** Opening COLLECTED MATERIAL block **
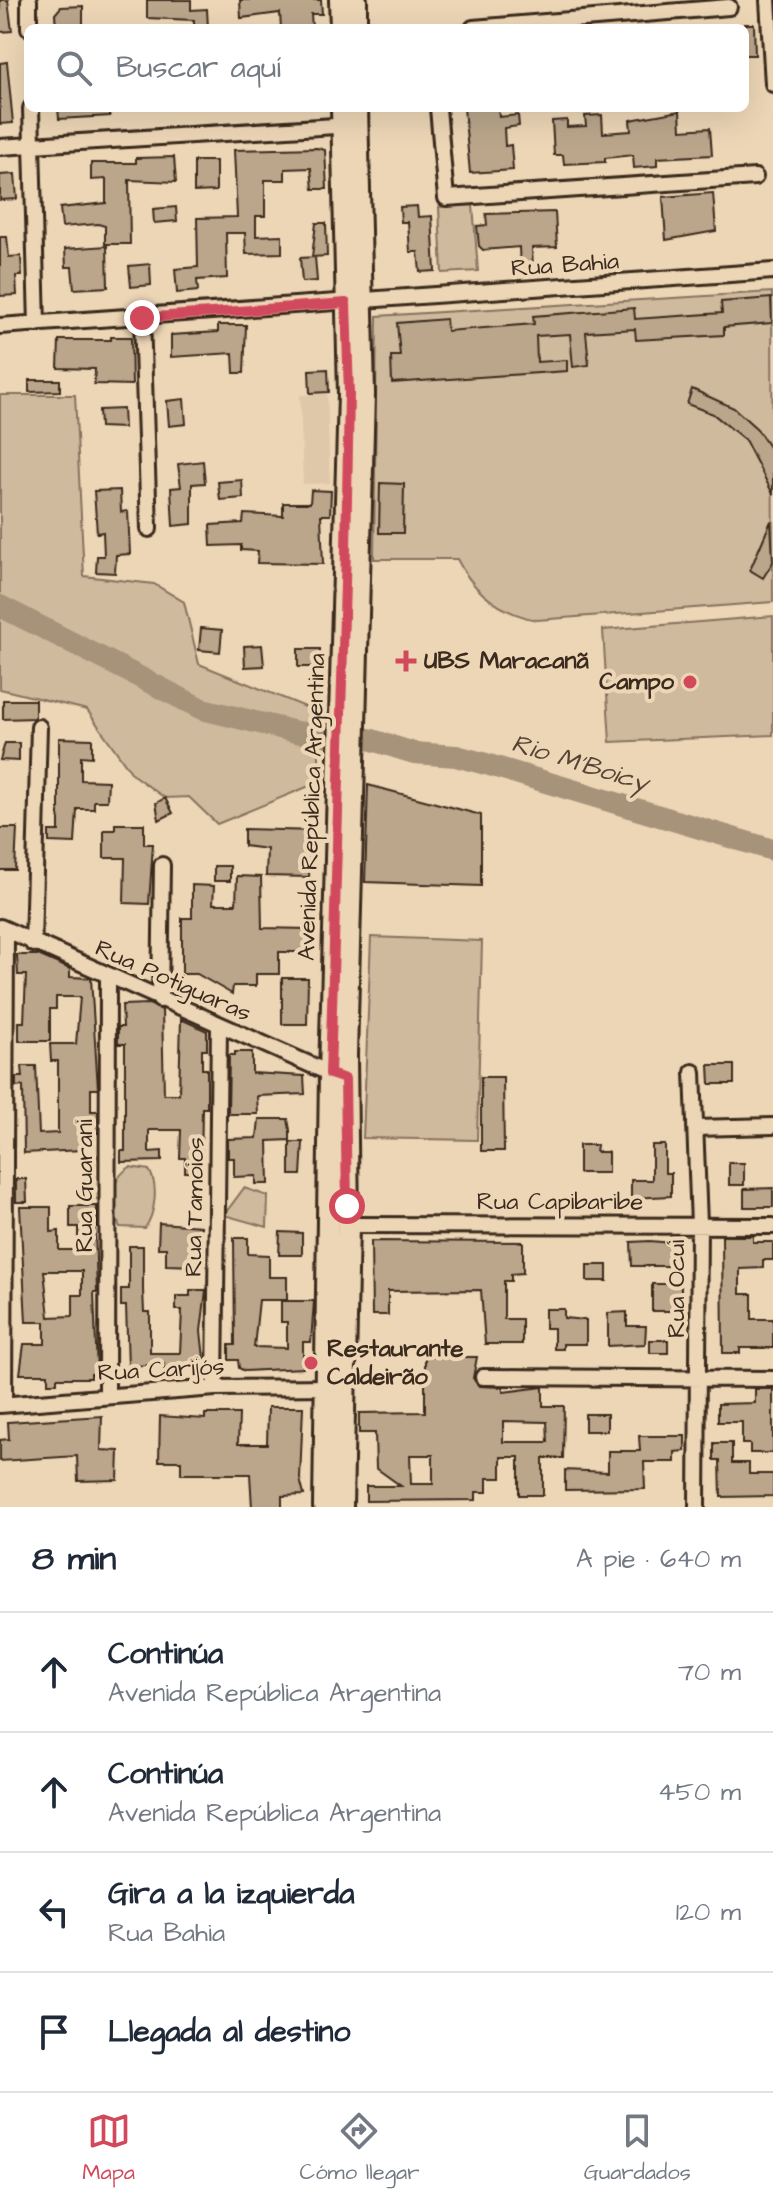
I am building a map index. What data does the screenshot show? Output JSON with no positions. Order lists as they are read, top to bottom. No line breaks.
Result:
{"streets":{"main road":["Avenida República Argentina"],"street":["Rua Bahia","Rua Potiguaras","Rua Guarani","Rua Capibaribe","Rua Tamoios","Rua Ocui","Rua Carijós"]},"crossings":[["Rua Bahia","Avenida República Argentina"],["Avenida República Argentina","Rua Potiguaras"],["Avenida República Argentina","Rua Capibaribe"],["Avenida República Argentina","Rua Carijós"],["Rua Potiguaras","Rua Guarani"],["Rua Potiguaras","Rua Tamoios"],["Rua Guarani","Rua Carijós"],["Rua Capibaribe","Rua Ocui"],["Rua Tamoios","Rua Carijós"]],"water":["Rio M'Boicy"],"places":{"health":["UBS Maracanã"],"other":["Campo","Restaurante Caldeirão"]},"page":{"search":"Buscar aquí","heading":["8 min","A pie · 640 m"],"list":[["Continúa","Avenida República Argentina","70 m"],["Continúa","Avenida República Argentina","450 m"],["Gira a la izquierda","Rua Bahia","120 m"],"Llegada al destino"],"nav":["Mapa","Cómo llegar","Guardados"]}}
** Closing COLLECTED MATERIAL block **
[WHAT IS NEEDED]:
Copy the material above in full and exactly, skipping pictures.

[OUTPUT BELOW]:
I am building a map index. What data does the screenshot show? Output JSON with no positions. Order lists as they are read, top to bottom. No line breaks.
Result:
{"streets":{"main road":["Avenida República Argentina"],"street":["Rua Bahia","Rua Potiguaras","Rua Guarani","Rua Capibaribe","Rua Tamoios","Rua Ocui","Rua Carijós"]},"crossings":[["Rua Bahia","Avenida República Argentina"],["Avenida República Argentina","Rua Potiguaras"],["Avenida República Argentina","Rua Capibaribe"],["Avenida República Argentina","Rua Carijós"],["Rua Potiguaras","Rua Guarani"],["Rua Potiguaras","Rua Tamoios"],["Rua Guarani","Rua Carijós"],["Rua Capibaribe","Rua Ocui"],["Rua Tamoios","Rua Carijós"]],"water":["Rio M'Boicy"],"places":{"health":["UBS Maracanã"],"other":["Campo","Restaurante Caldeirão"]},"page":{"search":"Buscar aquí","heading":["8 min","A pie · 640 m"],"list":[["Continúa","Avenida República Argentina","70 m"],["Continúa","Avenida República Argentina","450 m"],["Gira a la izquierda","Rua Bahia","120 m"],"Llegada al destino"],"nav":["Mapa","Cómo llegar","Guardados"]}}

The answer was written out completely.